Bunia, le 28 octobre 2025 – En province de l’Ituri, dans l’Est de la République démocratique du Congo, le prix du cacao a connu une chute spectaculaire ces derniers jours. Sur les marchés locaux, le kilogramme de cette denrée, principalement cultivée dans les territoires d’Irumu et de Mambasa, est passé de 20 000 francs congolais à 6 000 francs.
Interrogé par la presse, Kambale Dieudonné, agronome territorial au sein de l’entreprise ESCO Kivu, l’une des sociétés officiellement agréées pour l’achat du cacao, a avancé plusieurs raisons expliquant cette baisse de prix, notamment le retour de la Côte d’Ivoire sur le marché international.
“Chers journalistes, plusieurs facteurs expliquent la baisse du prix du cacao. D’abord, le retour de la Côte d’Ivoire dans la production : entre 2022 et 2024, les plantations ivoiriennes étaient peu productives, ce qui avait entraîné une pénurie mondiale. Aujourd’hui, avec la reprise de la production en Côte d’Ivoire suivie du Ghana, premier producteur mondial les volumes ont fortement augmenté. Ensuite, nous faisons face à des problèmes climatiques, car la déforestation est désormais strictement encadrée. Enfin, il y a la question de la fermentation : récemment, l’Union européenne a critiqué la qualité du cacao congolais, souvent jugé non ou mal fermenté ”, a-t-il expliqué.
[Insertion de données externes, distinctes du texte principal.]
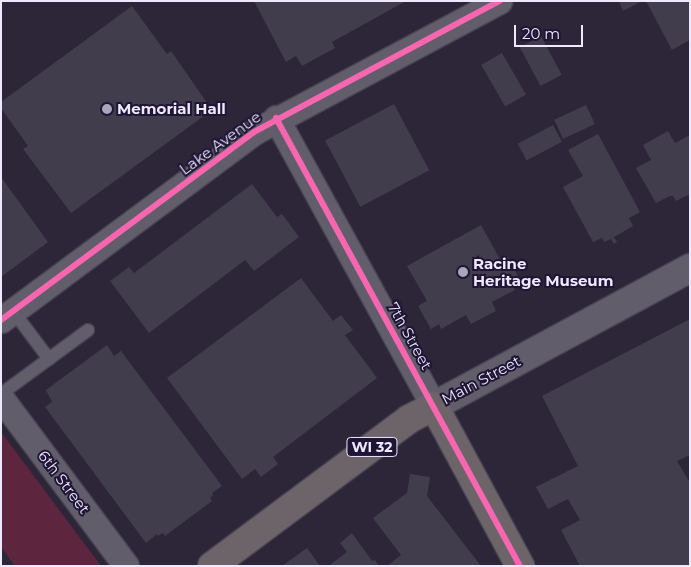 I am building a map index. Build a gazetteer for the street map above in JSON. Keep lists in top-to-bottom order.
{
  "streets": {
    "main road": ["7th Street", "Main Street", "WI 32"],
    "street": ["Lake Avenue", "6th Street"]
  },
  "crossings": [
    ["Lake Avenue", "7th Street"],
    ["7th Street", "Main Street"]
  ],
  "places": ["Memorial Hall", "Racine Heritage Museum"],
  "scale_bar": "20 m"
}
Cette chute du prix du cacao tombe comme un coup de massue pour les cultivateurs de la région. Sur le terrain, nombre d’entre eux se disent découragés et inquiets pour leurs projets agricoles, durement affectés par cette crise.
Face à cette situation, Kambale Dieudonné appelle les producteurs au calme et les exhorte à suivre les formations agricoles relatives à cette culture, tout en respectant les normes de fermentation afin d’améliorer la qualité du cacao congolais sur le marché international.